In the afternoons, you’re better off holding up in the Scottsdale Public Library to escape the heat. That’s where Tom and I have sequestered ourselves today, along with a few dozen others, strategically stationed at square wooden tables, hovering over their books and laptops.
Other than the heat references, why would I be channeling an old Broadway tune? Because my next choral concert with the Phoenix Gay Men’s Chorus–“Broadway Lights”– is fast approaching: June 27 (2 p.m. and 7 p.m.) and June 28 (2 p.m.) at Tempe Center for the Arts.
As described in our promotional materials, “It will be a spectacular celebration of some of Broadway’s most beloved musicals. From the soaring melodies of Wicked and The Sound of Music, to the show-stopping energy of Hamilton, Moulin Rouge!, Hairspray, Into the Woods, The Book of Mormon, The Wiz, and The Greatest Showman, this season finale is packed with music that has captivated audiences around the world.”

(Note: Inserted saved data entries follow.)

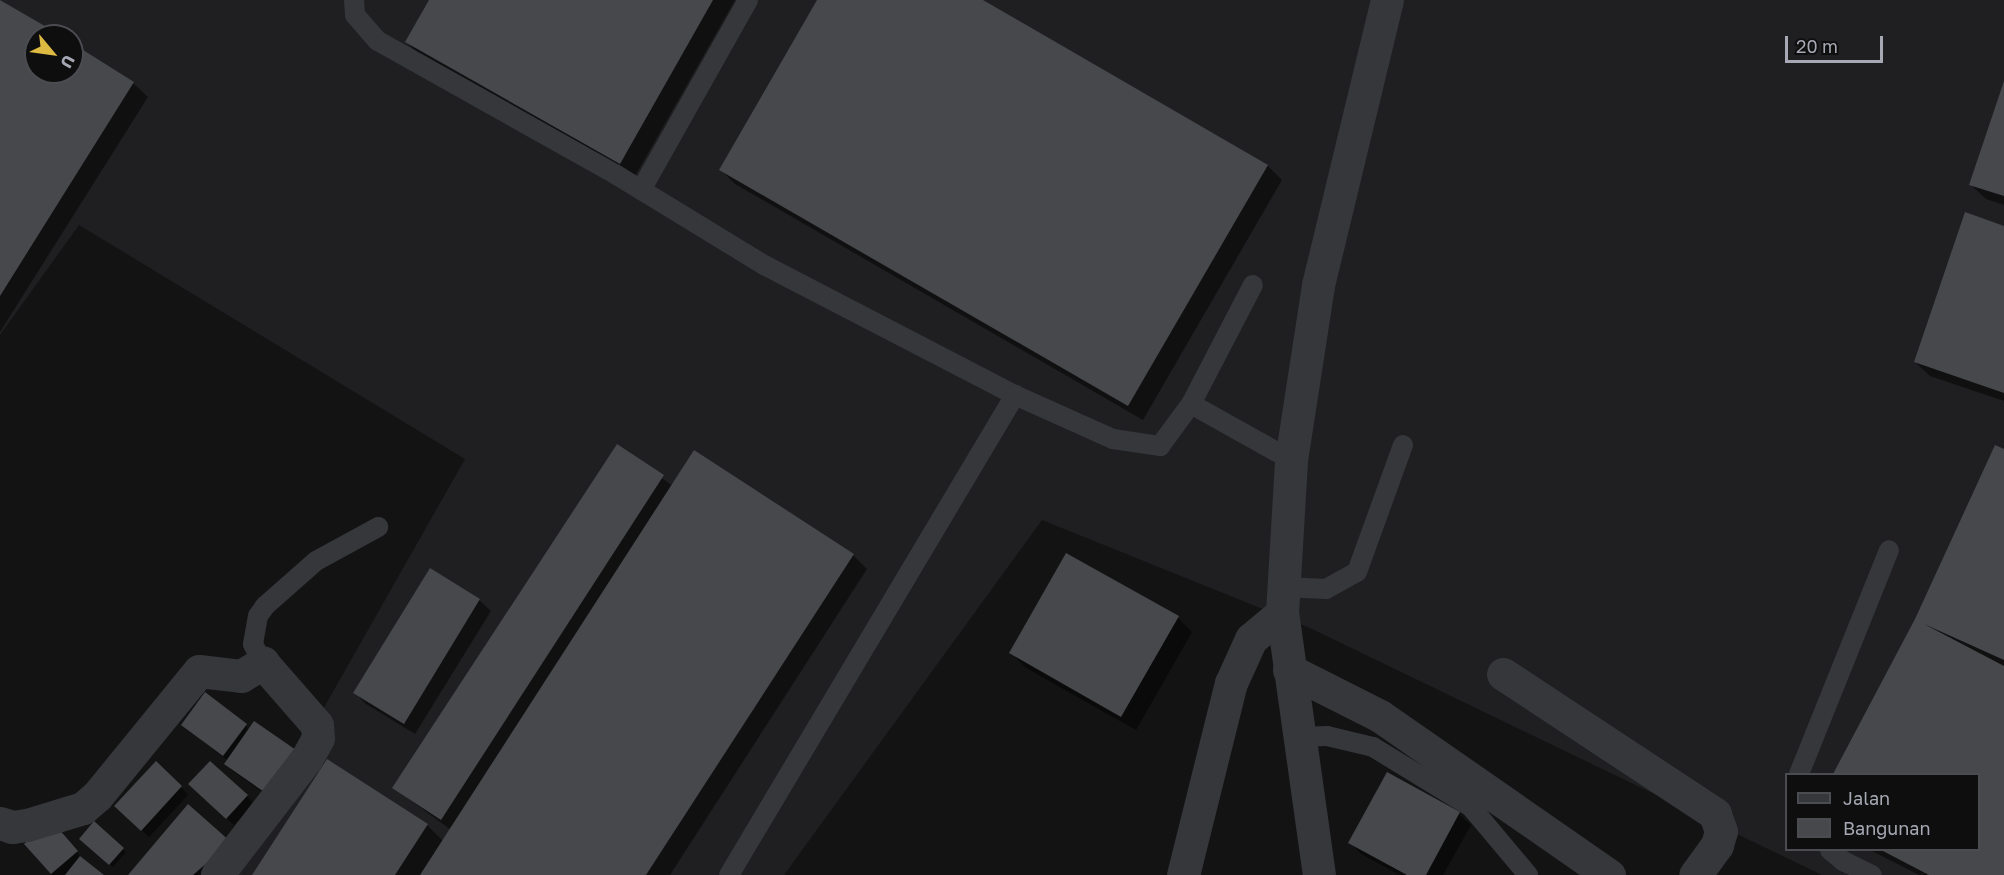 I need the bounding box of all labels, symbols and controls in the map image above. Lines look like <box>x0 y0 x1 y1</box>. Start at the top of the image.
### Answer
north arrow <box>24 24 84 84</box>
scale bar <box>1788 24 1886 62</box>
text: 20 m <box>1796 35 1838 57</box>
text: U <box>56 52 80 72</box>
legend <box>1785 773 1980 851</box>
text: Jalan <box>1843 787 1890 809</box>
text: Bangunan <box>1843 817 1931 839</box>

Coincidentally, “Too Darn Hot”–timed beautifully with the inevitable onset of our desert heat–is the closing number for Act One.

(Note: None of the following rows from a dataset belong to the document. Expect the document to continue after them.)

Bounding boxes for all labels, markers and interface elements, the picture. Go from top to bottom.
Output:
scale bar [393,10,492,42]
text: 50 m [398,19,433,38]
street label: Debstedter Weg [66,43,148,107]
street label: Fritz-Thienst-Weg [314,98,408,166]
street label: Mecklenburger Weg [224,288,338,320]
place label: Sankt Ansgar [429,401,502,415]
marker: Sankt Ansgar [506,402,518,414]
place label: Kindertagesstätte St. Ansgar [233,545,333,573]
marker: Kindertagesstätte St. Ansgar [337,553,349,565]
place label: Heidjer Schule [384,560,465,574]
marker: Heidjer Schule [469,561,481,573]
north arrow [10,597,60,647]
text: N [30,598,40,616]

If you live in the Phoenix metropolitan area, step into one of the coolest concert venues around: the Tempe Center for the Arts. Get your tickets at http://www.phxgmc.org.
You may be wondering “Since it is Pride month, is there a LGBTQ Pride element to this concert?” The answer is a resounding “YES!”
My chorus mate August and I have teamed up to write the libretto for the concert. It features nine storytellers, who will describe how Broadway music has served as a beacon for the LGBTQ+ community in happy and sad times.
Together–the music, the stories, and a slate of hot dance numbers–will combine to create a full theatrical production, which our loyal audience has come to expect.
This will mark the completion of my ninth season (singing and writing for) with the Phoenix Gay Men’s Chorus.
I still recall auditioning for the chorus in August 2017. Tom and I had just moved to Arizona from the Chicago area.
I was depressed and anxious, desperately trying to regain my health, to uncover an unobstructed view after surviving a heart attack on the way west in July 2017 on our sixtieth birthday.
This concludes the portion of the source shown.